# Hello from a Trick or Treater from New Jersey



## Death's Door (Mar 22, 2006)

Hi Everybody - I'm Da Weiner from New Jersey. I have been stalking this forum for a while! I hope to talk with you guys and share my experiences and plans for Halloween and maybe pick your brains for the props I have in mind this year but also just to be able to talk about Halloween 24/7/365.


----------



## DeathTouch (Sep 6, 2005)

Hey Da weiner, I am glad you made it to the welcome room. Don't forget about the Chat room on Sat. It is a blast.


----------



## Zombie-F (Apr 12, 2004)

Hey, welcome aboard Da Weiner. hehehehe. Da Weiner... hehehehe.


----------



## Frighteners Entertainment (Jan 24, 2006)

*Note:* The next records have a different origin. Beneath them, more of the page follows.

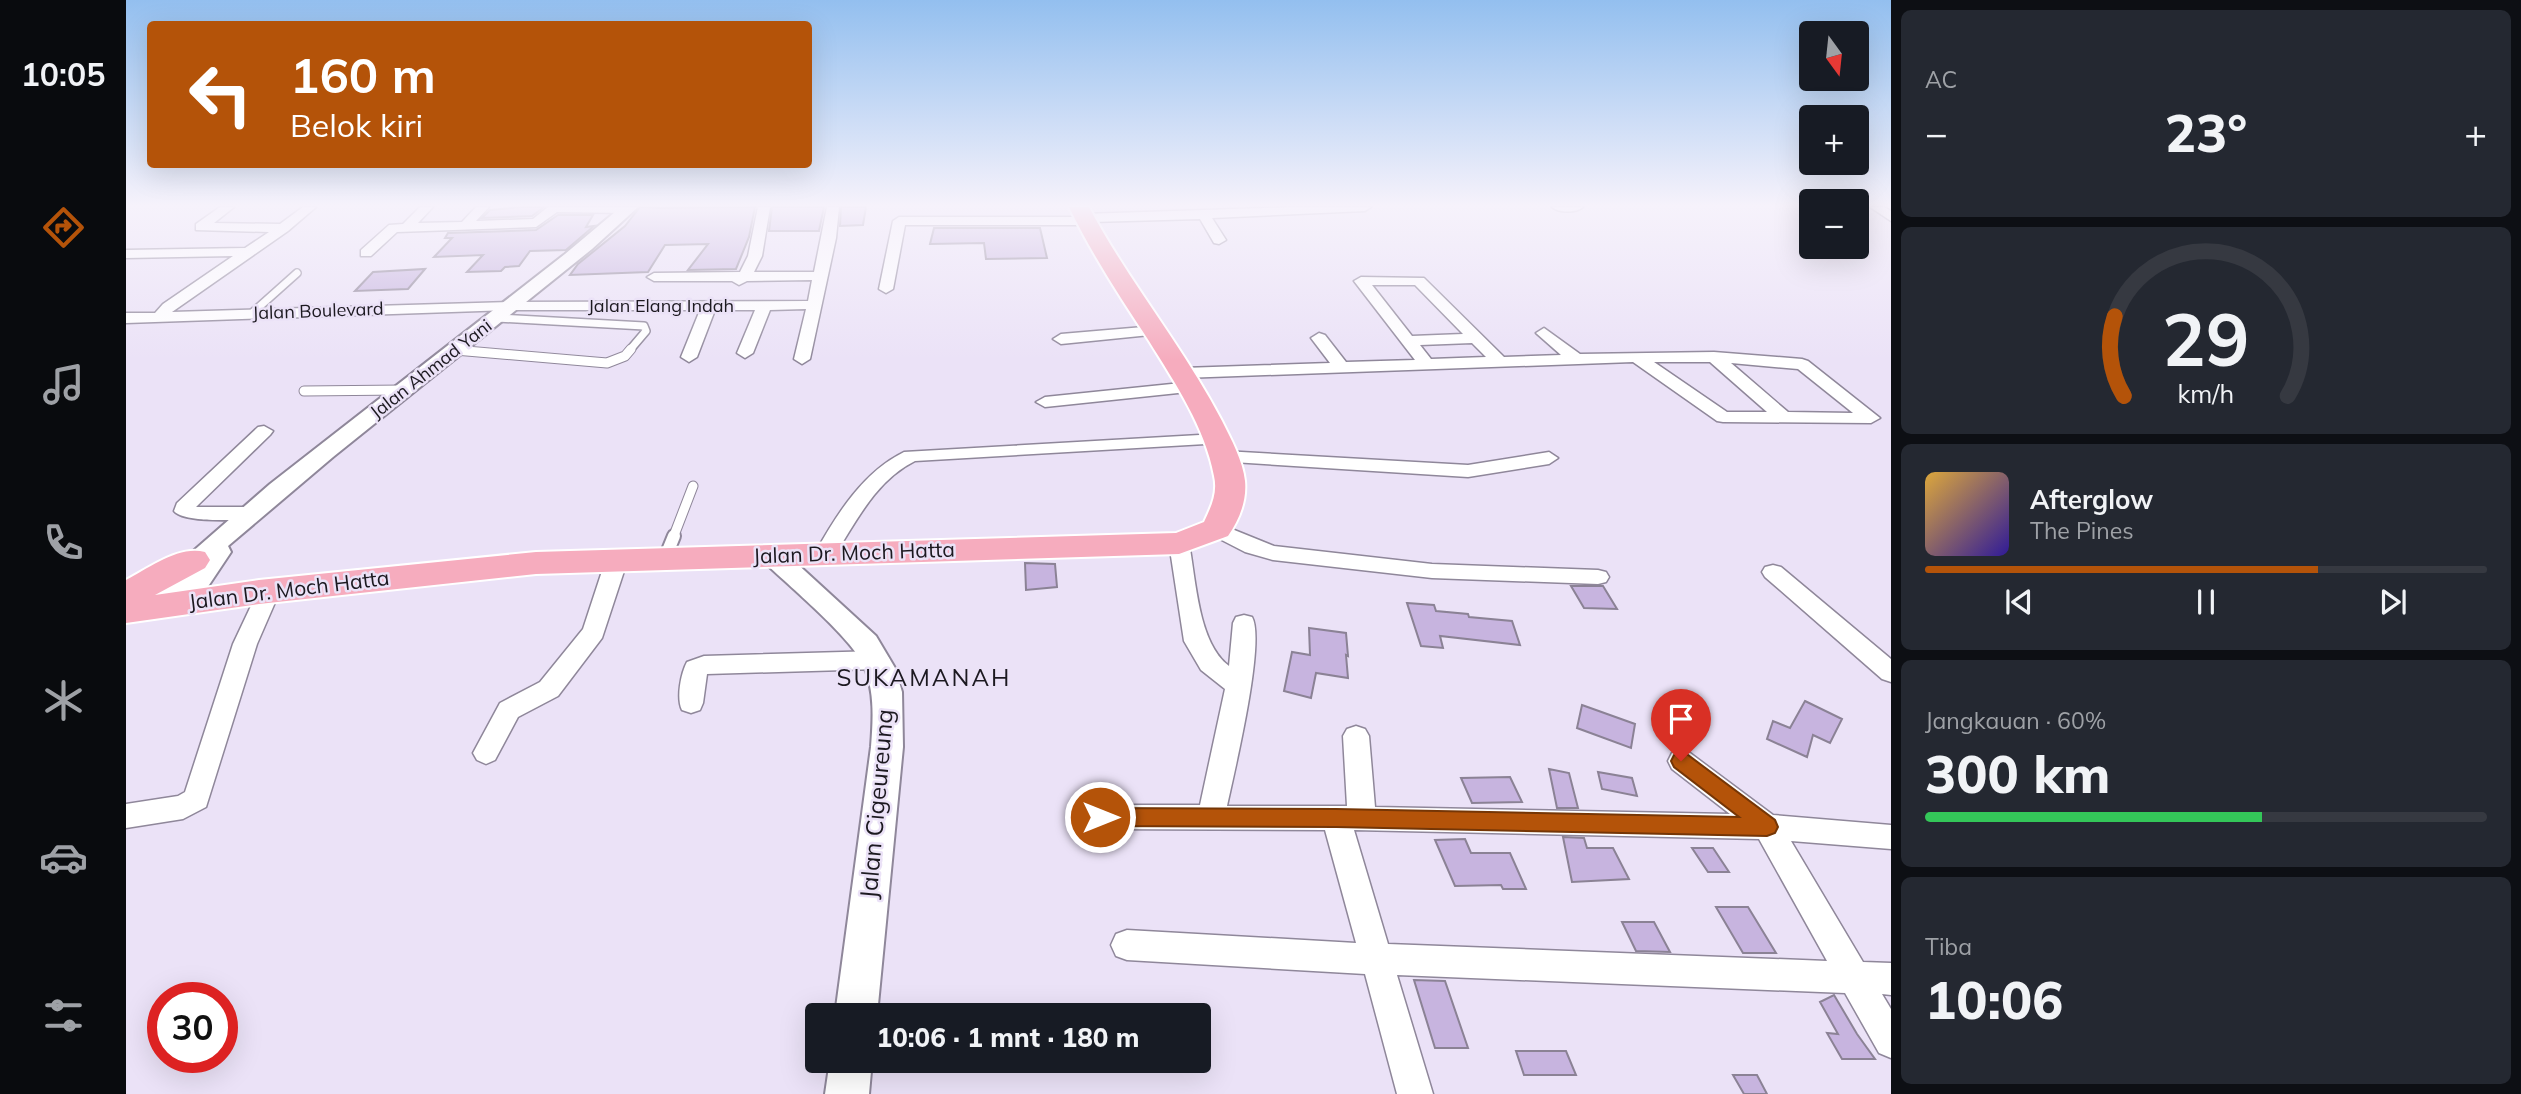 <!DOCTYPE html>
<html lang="id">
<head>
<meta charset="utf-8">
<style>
  :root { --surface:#171b24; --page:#242831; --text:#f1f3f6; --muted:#9ea1a6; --line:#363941; --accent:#b45309 }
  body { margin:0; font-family:Mulish,sans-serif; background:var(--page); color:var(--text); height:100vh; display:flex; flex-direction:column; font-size:26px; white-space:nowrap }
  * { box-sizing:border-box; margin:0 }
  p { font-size:23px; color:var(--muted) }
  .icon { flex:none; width:38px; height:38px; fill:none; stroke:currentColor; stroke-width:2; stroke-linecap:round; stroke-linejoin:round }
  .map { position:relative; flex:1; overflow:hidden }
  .sheet { display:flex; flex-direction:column; gap:10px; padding:10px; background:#0d0f14; width:630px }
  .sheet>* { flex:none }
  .hud { position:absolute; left:21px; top:21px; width:665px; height:147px; border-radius:7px; box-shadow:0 7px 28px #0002; background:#b45309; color:#fff; overflow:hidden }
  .needle { width:46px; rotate:165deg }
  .fabs { position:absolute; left:1673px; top:21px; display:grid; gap:14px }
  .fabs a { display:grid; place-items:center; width:70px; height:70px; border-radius:7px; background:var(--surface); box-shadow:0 7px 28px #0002; font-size:35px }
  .speed { position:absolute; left:21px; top:982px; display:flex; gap:14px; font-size:35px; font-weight:700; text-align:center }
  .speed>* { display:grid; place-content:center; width:91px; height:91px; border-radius:50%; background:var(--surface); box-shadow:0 7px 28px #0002; line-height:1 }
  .speed .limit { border:10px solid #d22; background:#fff; color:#111 }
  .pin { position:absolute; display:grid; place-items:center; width:60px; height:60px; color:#fff; margin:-72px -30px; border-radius:50% 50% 50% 0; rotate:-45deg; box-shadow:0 0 7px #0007 }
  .pin .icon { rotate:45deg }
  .me { position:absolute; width:77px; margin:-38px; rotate:90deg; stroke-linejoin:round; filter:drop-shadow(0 0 5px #0008) }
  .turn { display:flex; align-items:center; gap:24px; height:147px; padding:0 28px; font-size:32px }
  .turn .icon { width:91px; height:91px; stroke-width:2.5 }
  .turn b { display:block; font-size:49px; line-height:60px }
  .big { font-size:52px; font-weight:800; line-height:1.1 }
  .sheet .card { flex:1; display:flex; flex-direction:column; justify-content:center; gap:10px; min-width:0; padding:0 24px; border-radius:10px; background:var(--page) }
  .sheet .dial { align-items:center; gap:0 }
  .dial svg { height:182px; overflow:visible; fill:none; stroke:var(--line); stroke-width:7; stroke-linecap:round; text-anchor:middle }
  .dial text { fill:var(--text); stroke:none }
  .song { display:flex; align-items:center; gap:21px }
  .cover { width:84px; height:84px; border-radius:10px; background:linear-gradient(135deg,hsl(40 70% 55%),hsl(250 70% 35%)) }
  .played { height:7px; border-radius:4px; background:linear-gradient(90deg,var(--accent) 70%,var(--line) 70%) }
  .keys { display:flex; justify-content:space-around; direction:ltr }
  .heat { display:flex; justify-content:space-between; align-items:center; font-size:38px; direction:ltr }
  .charge { height:10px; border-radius:5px; background:linear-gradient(90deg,#34c759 60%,var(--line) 0) }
  .trip { position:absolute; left:679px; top:1003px; width:406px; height:70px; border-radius:7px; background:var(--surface); box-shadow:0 7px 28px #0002; font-weight:800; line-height:70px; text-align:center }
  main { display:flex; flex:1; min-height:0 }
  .dock { display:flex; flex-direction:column; width:126px; justify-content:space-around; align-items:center; background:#090b0e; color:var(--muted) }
  .dock .icon { width:49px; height:49px }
  .dock .current { color:var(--accent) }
  .dock b { font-size:32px; color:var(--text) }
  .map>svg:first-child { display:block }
</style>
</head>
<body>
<main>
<nav class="dock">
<b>10:05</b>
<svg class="icon current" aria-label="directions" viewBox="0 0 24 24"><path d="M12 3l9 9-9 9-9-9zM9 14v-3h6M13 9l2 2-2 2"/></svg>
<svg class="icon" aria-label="music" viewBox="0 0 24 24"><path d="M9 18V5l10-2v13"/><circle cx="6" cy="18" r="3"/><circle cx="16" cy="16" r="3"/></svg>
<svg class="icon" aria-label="phone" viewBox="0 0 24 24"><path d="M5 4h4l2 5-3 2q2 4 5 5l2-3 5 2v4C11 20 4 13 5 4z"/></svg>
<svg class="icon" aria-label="climate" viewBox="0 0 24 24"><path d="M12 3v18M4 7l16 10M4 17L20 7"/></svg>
<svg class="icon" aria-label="car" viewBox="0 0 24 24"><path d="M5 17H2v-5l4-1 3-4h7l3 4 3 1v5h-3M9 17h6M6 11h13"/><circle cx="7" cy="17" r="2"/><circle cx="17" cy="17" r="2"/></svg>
<svg class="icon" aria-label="filters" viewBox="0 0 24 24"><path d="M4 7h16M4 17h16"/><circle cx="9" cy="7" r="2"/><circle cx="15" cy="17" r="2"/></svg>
</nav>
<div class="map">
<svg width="1765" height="1094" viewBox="0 0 1765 1094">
  <rect width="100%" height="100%" fill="#ebe2f7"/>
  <path fill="#c7b4df" stroke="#8b8295" stroke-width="2" d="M396,207H418L406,216L356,218L364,210Z
    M514,207L533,208L629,207L623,237L610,269L562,270L582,244L539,245L522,272L444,275L452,264L499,226Z
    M646,207H698L693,231H643Z
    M715,207H740L737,225L714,226Z
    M432,215H467L460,227L468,226L440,250L404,251L393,266L379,267L375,271L341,272L357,255L308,257L326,238H319L322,233L410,230Z
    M808,228H914L921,258L860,259L858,243L804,244Z
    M299,269L282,289L229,291L247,272Z
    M899,563L929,564L931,587L900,590Z
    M1445,586H1477L1491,609L1458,608Z
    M1281,603L1308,605L1310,611L1342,614L1343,617L1386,621L1394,645L1314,636L1317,648L1295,646Z
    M1183,628L1220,633L1222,656L1220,655L1222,678L1190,673L1185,698L1158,691L1166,652L1184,655Z
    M1679,701L1716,719L1704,743L1687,735L1681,757L1641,739L1647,721L1664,728Z
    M1456,705L1509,724L1505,748L1451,728Z
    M1423,769L1443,773L1452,808H1431Z
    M1472,772L1506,778L1511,796L1476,789Z
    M1384,777L1396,802L1346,803L1335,778Z
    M1437,837L1458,838L1461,848H1487L1503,879L1446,882Z
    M1339,839L1345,853H1384L1400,889H1377L1375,885L1329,886L1309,840Z
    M1566,848H1587L1603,872H1582Z
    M1590,907H1622L1650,953H1617Z
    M1496,922H1528L1544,952L1510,951Z
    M1288,980L1319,981L1342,1048H1309Z
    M1708,995L1731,1034L1749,1059H1716L1701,1033L1712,1034L1694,1002Z
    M1390,1051H1440L1450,1075H1398Z
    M1607,1075H1631L1641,1094H1618Z"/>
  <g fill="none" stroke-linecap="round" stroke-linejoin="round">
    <g stroke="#8f879a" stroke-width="10">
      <path id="service-far2" d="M125,314L171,273
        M371,318L518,326L520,331L503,351
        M329,350L342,351"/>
    </g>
    <g stroke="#8f879a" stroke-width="11">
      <path id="service-far1" d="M329,350L481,363L499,356L505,349
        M178,391L277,390
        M547,538L567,486"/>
    </g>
    <g stroke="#8f879a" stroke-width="16">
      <path id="service" d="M539,558L548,536"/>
    </g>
    <g stroke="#8f879a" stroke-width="3">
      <path id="minor" d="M94,207H108L88,223L154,224L177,207H190L162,231L46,312L384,302L682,301L686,280L621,281L613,285L606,281H528L521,277L528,273L614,272L622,256L632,207H644L636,256L628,272H688L701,207H713L710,238L684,359L676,364L668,359L680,309L644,310L627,353L619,358L611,353L629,310H589L571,357L563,362L555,357L574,310H384L0,323V313H29L37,304L107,256L0,258V250L119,248L143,232L70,230V224Z
        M294,207H307L292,223L336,222L350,207H363L350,221L407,219L422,207H507L508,209L502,213L431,212L410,227L271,232L245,256H235V250L263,225L277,224Z
        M1169,207H1245L1239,211L1086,218L1100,240L1093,244L1088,243L1074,219L965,222L959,225H779L767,289L760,293L753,289L767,221L773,217H951L957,214Z
        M1426,207H1457C1450,213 1433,213 1426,207Z
        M1744,207H1758L1765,211V221Z
        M1235,277L1298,278L1378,357L1435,355L1410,333L1418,328L1454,354L1588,352L1676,359L1682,361L1754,418L1745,423L1597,422L1591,421L1507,362L1057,378L1049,373L1057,368L1204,363L1185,338L1193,333L1199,335L1220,362L1289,360L1228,281ZM1246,285H1289L1337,334L1286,336ZM1346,343L1360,357L1305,359L1294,345ZM1528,362H1584L1641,412H1601ZM1605,363L1672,369L1727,413L1662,412Z
        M1029,326L1037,331L1034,334L935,344L927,339L935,334Z
        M1065,382L1071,383L1073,387L1071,391L919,407L910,402L919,397Z
        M138,426L147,431L144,435L70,507H124L131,509L134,513L131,517C116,521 57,523 48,511L51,503L132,427Z
        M1091,434L1100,439L1097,443L789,461C749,481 730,522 707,558H693L689,553C711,514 737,472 778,452Z
        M1098,451L1342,465L1423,452L1432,458L1423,464L1342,477L1091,461L1089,457Z
        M1091,523L1148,546L1306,564L1472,570L1480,572L1483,577L1480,582L1472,584L1306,578L1147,560L1119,552L1084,534L1081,529L1084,524Z
        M1053,536L1060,538L1063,543C1070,580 1072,643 1103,666L1107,623L1110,617L1118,615L1126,617C1140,641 1108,773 1101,806H1221L1217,736L1221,729L1230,726L1239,729L1243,736L1249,807L1604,814L1546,769L1542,761L1546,753L1555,750L1564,753L1647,815L1765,825V849L1665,841L1737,962L1765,963V995L1756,994L1765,1009V1058L1753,1053L1719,993L1271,975L1307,1094H1271L1239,974L1001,960L990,956L985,945L990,934L1001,930L1230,943L1199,830L974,829L964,825L960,817L964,809L974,805H1074L1099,689L1075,670L1058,641L1043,543L1046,538ZM1228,830L1633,839L1701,961L1262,944Z
        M491,552L499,554L502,559L476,638L432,696L392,717L369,760L360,764L351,760L347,753L374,703L414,682L457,629L480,559L483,554Z
        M1647,565L1655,567L1765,659V682L1756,679L1639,577L1636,572L1639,567Z
        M143,584L151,586L154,591L131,644L80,807L57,819L0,828V804L52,796L59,792L107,644L132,591L135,586Z
        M752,651L760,654L764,660L760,666L752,669L581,674L577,703L574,710L565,713L556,710C550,698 555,673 561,662L578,656Z"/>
    </g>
    <g stroke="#8f879a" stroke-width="4">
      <path id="tertiary" d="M495,207H512L466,249L207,457L102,546L105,552L67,609L57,612L47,609L43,602C32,613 26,619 10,615L6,608L10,601L144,484L439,254Z
        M646,546L655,549L750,636L769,668L776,692L777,747L751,1015H709L745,747C747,720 749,692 738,666C726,638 662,585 637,561L633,555L637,549Z
        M704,1060H746L743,1094H699Z"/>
    </g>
    <g stroke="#fff" stroke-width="4">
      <path id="trunk" d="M943,207H963C1002,281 1057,346 1096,421C1105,439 1117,461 1119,481C1121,501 1113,520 1102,536L1053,554L410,574L133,604L0,623V580C23,568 53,545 79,552L84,560L79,568L29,595L133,580L410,552L1050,533L1078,522C1085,507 1092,493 1088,476C1079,427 1049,383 1023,341C994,297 966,254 943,207Z"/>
    </g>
    <use href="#service-far2" stroke="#fff" stroke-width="7"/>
    <use href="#service-far1" stroke="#fff" stroke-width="9"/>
    <use href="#service" stroke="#fff" stroke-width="12"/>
    <use href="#minor" fill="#fff" fill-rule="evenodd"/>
    <use href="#tertiary" fill="#fff" fill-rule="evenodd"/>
    <use href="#trunk" fill="#f6acbe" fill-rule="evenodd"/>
  </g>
  <linearGradient id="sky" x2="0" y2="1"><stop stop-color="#93bfef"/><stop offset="0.57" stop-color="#f6f2fb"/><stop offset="1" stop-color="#f6f2fb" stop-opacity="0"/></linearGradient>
  <rect width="1765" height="360" fill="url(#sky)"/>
  <path fill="#b45309" stroke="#753606" stroke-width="2" d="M1555,753L1562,755L1649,820L1652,827L1649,833L1641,836L1210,827L974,826L966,823L963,817L966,810L974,808L1210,809L1613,817L1548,767L1545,761L1548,755Z"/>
  <g text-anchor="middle" stroke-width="5" stroke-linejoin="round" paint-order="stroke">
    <g font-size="18" fill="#1c1920" stroke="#ebe2f7">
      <text x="535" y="312">Jalan Elang Indah</text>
      <text transform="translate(192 311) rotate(-2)" y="6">Jalan Boulevard</text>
      <text transform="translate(305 369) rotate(-38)" y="6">Jalan Ahmad Yani</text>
    </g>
    <g font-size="21" fill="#1c1920" stroke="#ebe2f7">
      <text transform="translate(728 553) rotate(-2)" y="7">Jalan Dr. Moch Hatta</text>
      <text transform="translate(163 590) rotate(-7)" y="7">Jalan Dr. Moch Hatta</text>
    </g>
    <g font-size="24" letter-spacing="2" fill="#1c1920" stroke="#ebe2f7">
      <text x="798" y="686">SUKAMANAH</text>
    </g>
    <g font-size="24" fill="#1c1920" stroke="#ebe2f7">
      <text transform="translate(751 804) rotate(-85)" y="8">Jalan Cigeureung</text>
    </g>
  </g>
</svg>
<div class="fabs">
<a><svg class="needle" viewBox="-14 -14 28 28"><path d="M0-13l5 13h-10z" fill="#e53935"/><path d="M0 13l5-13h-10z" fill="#9ea1a6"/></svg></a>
<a>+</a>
<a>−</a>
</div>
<div class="speed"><div class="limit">30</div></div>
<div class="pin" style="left:1555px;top:761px;background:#d93025"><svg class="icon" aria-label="arrive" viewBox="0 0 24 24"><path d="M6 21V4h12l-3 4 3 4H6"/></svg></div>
<svg class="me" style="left:974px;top:817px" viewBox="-20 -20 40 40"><circle r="17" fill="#b45309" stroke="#fff" stroke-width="3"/><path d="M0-11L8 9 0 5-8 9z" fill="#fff"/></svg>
<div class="trip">10:06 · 1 mnt · 180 m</div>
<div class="hud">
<div class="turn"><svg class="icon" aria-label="left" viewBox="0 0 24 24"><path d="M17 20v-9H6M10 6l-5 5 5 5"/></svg><div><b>160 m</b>Belok kiri</div></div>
</div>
</div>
<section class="sheet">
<div class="card"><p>AC</p>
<div class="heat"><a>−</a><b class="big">23°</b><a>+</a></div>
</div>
<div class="card dial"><svg viewBox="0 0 100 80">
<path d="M14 69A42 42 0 1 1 86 69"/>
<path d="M14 69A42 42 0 0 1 10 34" stroke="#b45309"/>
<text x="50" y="56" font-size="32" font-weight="700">29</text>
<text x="50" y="72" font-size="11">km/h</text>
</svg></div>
<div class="card">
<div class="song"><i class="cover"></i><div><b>Afterglow</b><p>The Pines</p></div></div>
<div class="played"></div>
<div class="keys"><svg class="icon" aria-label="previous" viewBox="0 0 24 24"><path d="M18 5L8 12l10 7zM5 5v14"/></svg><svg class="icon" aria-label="pause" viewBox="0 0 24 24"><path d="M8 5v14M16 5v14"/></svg><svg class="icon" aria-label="next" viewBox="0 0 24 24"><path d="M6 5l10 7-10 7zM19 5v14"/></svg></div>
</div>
<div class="card"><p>Jangkauan · 60%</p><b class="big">300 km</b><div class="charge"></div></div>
<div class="card"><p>Tiba</p><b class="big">10:06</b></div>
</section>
</main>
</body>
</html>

Welcome! Hehehehe ,he said weiner


----------



## Death's Door (Mar 22, 2006)

That's my name - don't wear it out!!! haha Instead of The Halloweiner, I use Da Weiner. I think it makes sense.


----------



## Otaku (Dec 3, 2004)

Welcome! Hope you enjoy life on the Street!


----------



## Vlad (Aug 2, 2005)

Ahhh, a fellow countryman! Welcome to the NJ contingent of Unpleasant Street Da. I'm up in Passaic County, Trishaanne is from NJ also. Glad you're here!


----------



## trishaanne (Aug 20, 2005)

Vlad....quit telling everyone where to find me.....dammit!!!!! Just kidding...welcome aboard. Looks like we have more haunters in this state than we knew!! Can't wait to share ideas with you.


----------



## claymud (Aug 21, 2005)

Welcome to the street... tell me have you seen the Jersey Devil?


----------



## Death's Door (Mar 22, 2006)

It's great to know that Halloween is alive and well in New Jersey. In my town, my house is usually one the attractions and we get a lot of weiners (over 300). I absolutely love it!!!:googly:


----------



## Hella (Feb 6, 2006)

Welcome to the Street :devil:


----------



## Sinister (Apr 18, 2004)

Welkommen! :jol:


----------



## TipoDeemin (Oct 8, 2005)

Welcome!


----------



## Blackwidow (Jul 9, 2005)

Welcome to the forum DW


----------



## Death's Door (Mar 22, 2006)

Thanks everybody - Yes, I do believe I had a run in with the Jersey Devil. One of the times it was joyriding down in the woods. On this occassion, the new truck that we just bought that night we decided to take it down the woods and just cruise around. When we were riding around the woods all the sudden the lights would go out on the truck. They stayed off for about 5 minutes while in the woods. We had that truck for seven years and it never happened after that ride. That was weird.


----------



## Merlin (The Quiet One) (Feb 23, 2006)

Welcome


----------



## Michigal (Jan 3, 2006)

Hello from another lurker. You're lucky to get so many TOTers. If I get 3 I'm happy. Oh well, lots of candy left over for me. You can bet I buy the good stuff, too!


----------



## Frighteners Entertainment (Jan 24, 2006)

Michigal said:


> Hello from another lurker. You're lucky to get so many TOTers. If I get 3 I'm happy.


I can tell you from experience, that is where we started out with.
We might be lucky if we got 6 kids to stop by on Halloween night. That was back in the late 90's.
Since I started doing a Haunt ( I think it was in 2000 ) we went from about 150 on 1 night to about 300 - 700 a night for six nights.
We haven't even been in the paper ,on TV or radio (yet  ).

So, what I'm saying is "Build it and they will come"


----------